Reid, usually playing pizzicato and at the low end of her instrument, often sounds as if she’s playing a double bass, which means that some of this album sounds like a minty-fresh vibes/bass/drums jazz trio. That’s definitely true of the dainty swing of Josho, based around Reid’s melodic walking bassline (like Milt Jackson’s MJQ playing a spy movie soundtrack) and also the creepy, churning, Latin-inflected opener, Solace (like Gary Burton jamming with a no wave band).

But Fujiwara’s compositions move far beyond the jazz realm, nudging into ambient, post-rock and classical territory. On Resolve, Brennan plays discordant voicings on a reverb-laden vibraphone while Reid and Fujiwara make a series of electronic-sounding drones and whistles, using bowed cymbals and forced harmonics to sound like a throbbing power station. Other is a chaotic patchwork of musical fragments thrown together, free improv style. Breath is a wonderfully meditative piece which appears to be written in a disorientating 9/4 time signature. Best of all is the pulsating minimalism of Swelter, where Brennan’s jabbering, descending vibes melody and Reid’s four-to-the-bar basslines are set to an urgent krautrock beat.

Also out this month

On Appear to Fade (released 29 September, Figureight Records), Richard Sears plays limpid, meditative chords and improvisations on an acoustic piano and an una corda, then digitally vandalises these recordings using tape loops and electronic effects. The result sounds like a vintage recording of Keith Jarrett or Harold Budd decaying and melting on analogue tape – in the most beautiful and enchanting way.
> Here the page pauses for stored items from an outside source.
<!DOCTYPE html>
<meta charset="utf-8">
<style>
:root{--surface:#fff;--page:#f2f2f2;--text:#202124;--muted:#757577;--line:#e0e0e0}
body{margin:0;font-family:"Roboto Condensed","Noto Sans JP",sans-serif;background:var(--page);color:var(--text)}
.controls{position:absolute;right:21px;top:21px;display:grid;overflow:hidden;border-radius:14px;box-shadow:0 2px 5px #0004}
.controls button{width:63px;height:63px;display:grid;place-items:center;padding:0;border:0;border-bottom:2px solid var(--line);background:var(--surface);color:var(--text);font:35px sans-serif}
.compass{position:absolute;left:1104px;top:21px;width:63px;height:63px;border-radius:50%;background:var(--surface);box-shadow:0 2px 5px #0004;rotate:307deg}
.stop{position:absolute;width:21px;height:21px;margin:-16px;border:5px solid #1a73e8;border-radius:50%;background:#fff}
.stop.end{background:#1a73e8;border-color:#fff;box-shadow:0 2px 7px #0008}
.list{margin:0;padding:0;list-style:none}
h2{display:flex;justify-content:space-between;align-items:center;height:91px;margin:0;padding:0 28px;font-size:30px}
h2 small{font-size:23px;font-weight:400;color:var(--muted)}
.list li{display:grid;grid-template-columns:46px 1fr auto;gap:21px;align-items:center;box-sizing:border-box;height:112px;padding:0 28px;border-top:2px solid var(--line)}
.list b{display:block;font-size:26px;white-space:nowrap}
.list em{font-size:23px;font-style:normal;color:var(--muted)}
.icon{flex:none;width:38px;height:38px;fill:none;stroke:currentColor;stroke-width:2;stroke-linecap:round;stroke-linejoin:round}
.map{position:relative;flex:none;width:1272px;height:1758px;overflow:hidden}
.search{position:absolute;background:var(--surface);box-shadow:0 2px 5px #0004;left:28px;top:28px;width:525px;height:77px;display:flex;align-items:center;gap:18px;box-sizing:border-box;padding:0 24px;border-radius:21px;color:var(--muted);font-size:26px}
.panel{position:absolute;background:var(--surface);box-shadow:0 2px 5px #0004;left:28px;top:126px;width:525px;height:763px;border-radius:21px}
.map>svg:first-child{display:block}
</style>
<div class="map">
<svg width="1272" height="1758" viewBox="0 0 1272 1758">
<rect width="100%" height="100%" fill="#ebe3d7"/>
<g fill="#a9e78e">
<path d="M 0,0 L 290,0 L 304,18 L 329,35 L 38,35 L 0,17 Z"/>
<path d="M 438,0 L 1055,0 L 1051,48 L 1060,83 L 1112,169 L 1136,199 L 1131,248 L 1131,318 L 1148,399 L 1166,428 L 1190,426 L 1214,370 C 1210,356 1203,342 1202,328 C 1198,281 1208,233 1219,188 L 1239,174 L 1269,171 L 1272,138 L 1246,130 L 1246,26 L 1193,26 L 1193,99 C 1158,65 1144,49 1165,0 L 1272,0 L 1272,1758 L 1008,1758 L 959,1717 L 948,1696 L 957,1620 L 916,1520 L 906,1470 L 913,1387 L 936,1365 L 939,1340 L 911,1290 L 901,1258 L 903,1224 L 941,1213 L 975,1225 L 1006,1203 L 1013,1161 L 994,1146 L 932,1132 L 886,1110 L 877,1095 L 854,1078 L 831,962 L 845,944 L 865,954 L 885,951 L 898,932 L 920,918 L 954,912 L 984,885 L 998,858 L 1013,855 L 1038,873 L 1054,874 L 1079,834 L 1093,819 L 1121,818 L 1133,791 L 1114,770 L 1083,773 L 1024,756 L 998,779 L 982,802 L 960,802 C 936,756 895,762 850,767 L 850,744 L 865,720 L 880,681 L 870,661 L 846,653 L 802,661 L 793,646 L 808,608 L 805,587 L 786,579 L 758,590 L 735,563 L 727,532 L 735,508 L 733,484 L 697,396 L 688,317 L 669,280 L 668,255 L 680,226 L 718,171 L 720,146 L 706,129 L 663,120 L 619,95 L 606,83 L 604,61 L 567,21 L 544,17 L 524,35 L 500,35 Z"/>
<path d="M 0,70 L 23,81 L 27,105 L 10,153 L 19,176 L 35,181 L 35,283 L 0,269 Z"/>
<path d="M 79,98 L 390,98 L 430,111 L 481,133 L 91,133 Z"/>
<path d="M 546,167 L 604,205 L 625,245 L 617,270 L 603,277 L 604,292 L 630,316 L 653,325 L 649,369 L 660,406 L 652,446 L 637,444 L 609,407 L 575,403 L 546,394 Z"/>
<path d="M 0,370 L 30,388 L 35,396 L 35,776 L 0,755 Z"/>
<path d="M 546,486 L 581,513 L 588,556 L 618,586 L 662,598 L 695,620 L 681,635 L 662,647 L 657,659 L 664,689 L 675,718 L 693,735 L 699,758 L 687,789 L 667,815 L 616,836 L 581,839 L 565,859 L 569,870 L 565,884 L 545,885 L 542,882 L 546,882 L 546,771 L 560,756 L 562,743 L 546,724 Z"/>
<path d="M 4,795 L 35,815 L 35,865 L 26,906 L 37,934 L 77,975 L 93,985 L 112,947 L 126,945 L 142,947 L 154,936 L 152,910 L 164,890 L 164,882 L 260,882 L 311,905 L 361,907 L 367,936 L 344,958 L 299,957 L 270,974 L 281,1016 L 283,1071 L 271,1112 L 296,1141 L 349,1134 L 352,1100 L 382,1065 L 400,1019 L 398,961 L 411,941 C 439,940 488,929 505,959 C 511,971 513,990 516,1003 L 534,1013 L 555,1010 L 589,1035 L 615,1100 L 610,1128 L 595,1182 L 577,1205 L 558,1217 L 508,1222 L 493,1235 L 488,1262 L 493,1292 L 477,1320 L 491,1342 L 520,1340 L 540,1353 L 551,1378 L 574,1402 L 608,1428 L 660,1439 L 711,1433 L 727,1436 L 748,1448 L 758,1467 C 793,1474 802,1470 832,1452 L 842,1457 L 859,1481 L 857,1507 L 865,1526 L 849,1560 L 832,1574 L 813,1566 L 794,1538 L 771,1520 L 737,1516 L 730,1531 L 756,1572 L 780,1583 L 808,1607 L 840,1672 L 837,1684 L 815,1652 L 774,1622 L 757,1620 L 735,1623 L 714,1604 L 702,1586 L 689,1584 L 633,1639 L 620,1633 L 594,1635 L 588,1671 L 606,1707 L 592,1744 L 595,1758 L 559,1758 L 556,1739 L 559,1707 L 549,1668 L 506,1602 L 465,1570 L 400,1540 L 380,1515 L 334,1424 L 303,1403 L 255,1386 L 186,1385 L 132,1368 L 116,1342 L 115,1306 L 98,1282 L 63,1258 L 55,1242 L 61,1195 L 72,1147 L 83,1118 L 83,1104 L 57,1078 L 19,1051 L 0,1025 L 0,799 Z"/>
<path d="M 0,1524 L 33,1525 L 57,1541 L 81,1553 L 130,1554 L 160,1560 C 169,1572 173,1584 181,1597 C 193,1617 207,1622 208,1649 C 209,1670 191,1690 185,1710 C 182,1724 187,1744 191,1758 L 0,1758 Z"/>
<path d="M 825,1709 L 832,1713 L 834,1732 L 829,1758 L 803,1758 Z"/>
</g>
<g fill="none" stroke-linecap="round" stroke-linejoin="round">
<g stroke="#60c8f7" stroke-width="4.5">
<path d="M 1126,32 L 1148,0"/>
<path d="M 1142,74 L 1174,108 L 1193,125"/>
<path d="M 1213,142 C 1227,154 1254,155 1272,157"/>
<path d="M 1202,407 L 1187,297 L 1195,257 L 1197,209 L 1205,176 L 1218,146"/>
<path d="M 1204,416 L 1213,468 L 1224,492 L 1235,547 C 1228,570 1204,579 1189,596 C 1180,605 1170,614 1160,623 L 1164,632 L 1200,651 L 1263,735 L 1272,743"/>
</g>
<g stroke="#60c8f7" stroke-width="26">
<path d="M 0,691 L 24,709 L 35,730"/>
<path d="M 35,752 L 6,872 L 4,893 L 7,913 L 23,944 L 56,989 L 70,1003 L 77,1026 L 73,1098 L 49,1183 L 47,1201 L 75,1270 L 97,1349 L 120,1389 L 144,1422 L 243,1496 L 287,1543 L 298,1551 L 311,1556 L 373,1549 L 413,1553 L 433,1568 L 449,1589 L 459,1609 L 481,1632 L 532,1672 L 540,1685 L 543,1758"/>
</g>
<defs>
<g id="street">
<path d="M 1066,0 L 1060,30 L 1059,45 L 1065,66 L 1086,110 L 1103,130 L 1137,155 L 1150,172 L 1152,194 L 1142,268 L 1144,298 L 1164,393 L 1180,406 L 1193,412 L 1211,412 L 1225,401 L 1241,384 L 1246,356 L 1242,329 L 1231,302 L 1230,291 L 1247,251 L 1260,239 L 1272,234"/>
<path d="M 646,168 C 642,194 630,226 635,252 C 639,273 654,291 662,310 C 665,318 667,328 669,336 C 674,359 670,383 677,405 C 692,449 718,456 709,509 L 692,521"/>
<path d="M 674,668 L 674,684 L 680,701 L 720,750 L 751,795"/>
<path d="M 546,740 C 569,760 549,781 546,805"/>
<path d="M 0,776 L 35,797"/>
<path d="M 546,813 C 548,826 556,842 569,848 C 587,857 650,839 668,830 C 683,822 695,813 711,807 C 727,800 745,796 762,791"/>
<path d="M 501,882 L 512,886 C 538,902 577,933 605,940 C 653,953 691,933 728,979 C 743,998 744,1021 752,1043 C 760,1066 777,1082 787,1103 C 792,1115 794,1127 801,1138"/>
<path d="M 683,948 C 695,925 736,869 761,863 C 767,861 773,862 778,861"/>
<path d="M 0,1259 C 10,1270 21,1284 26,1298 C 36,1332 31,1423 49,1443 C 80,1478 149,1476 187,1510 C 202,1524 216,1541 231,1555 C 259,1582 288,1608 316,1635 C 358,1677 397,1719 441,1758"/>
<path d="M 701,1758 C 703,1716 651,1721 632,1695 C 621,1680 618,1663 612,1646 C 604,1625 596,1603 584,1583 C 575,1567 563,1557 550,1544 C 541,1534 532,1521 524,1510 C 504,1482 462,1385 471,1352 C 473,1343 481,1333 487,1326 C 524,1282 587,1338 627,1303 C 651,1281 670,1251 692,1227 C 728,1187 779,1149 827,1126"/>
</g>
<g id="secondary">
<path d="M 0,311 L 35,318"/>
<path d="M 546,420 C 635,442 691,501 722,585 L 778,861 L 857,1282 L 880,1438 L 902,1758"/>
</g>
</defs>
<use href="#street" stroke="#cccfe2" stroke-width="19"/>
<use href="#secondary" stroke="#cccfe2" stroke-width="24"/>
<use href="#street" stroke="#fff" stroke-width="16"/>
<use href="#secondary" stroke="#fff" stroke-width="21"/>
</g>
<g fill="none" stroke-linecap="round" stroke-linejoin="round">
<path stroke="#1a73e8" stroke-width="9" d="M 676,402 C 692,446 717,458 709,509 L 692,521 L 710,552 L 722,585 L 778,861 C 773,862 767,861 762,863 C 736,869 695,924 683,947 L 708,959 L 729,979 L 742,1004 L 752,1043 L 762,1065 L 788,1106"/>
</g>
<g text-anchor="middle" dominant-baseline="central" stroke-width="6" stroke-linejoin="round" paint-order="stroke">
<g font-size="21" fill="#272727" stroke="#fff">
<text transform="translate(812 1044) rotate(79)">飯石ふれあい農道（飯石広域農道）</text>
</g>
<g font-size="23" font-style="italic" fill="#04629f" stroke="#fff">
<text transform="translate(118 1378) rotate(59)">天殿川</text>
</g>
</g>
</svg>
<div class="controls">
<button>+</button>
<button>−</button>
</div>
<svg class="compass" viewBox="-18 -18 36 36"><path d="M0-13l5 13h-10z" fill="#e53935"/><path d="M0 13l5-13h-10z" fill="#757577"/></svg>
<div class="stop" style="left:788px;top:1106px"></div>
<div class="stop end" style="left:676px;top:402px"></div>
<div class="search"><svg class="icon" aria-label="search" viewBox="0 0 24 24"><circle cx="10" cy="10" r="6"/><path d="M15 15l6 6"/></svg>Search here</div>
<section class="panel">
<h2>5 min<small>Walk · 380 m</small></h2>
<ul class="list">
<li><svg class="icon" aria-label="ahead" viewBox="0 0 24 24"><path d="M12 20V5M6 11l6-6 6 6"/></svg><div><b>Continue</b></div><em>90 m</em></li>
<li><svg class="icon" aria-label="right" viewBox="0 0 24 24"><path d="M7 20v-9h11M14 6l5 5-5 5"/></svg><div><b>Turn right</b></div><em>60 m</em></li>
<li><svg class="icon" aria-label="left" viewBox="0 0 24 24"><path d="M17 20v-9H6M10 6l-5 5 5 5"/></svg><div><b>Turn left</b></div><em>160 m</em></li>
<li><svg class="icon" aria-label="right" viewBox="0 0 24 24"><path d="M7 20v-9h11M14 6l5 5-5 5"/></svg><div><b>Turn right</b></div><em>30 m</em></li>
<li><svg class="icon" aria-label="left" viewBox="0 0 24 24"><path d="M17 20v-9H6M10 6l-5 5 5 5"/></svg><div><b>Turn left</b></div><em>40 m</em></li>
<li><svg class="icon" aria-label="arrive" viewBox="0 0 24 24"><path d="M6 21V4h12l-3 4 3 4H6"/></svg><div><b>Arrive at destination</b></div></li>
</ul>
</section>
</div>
On the rather lovely Resonance (released 29 September, Relax Your Ears) Chicago multi-instrumentalist Joel Styzens plays hammered dulcimer and acoustic guitar in a series of folksy, minimalist, blissfully bucolic settings that feature British cellist Sophie Webber, jazz pianist Rob Clearfield and the Atlys String Quartet.

And Is Phi is the nom de band of south east Londoner Andrea Isabella Phillips, whose debut album Double Pink (Albert’s Favourites) features wonderfully wayward and woozy melodies, sung in a haunted whisper, largely drumless and arrhythmic, but sometimes overlaid with Madlib-style wonky R&B beats. Someone to keep an eye on.